*AVAILABLE DATA*:

==*==

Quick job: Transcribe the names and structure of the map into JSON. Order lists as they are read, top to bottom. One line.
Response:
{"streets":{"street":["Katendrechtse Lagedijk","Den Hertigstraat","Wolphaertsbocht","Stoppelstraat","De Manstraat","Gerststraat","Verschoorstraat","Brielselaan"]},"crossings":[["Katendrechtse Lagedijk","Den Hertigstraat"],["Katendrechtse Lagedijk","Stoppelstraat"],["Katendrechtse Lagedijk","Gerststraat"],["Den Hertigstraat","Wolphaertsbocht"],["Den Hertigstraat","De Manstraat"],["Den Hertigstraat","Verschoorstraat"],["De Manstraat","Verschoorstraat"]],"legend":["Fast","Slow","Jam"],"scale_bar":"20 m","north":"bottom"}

==*==

*WHAT THE EXERCISE ASKS*: An exact copy of the listing is what's needed here.

*YOUR RESPONSE*:
Quick job: Transcribe the names and structure of the map into JSON. Order lists as they are read, top to bottom. One line.
Response:
{"streets":{"street":["Katendrechtse Lagedijk","Den Hertigstraat","Wolphaertsbocht","Stoppelstraat","De Manstraat","Gerststraat","Verschoorstraat","Brielselaan"]},"crossings":[["Katendrechtse Lagedijk","Den Hertigstraat"],["Katendrechtse Lagedijk","Stoppelstraat"],["Katendrechtse Lagedijk","Gerststraat"],["Den Hertigstraat","Wolphaertsbocht"],["Den Hertigstraat","De Manstraat"],["Den Hertigstraat","Verschoorstraat"],["De Manstraat","Verschoorstraat"]],"legend":["Fast","Slow","Jam"],"scale_bar":"20 m","north":"bottom"}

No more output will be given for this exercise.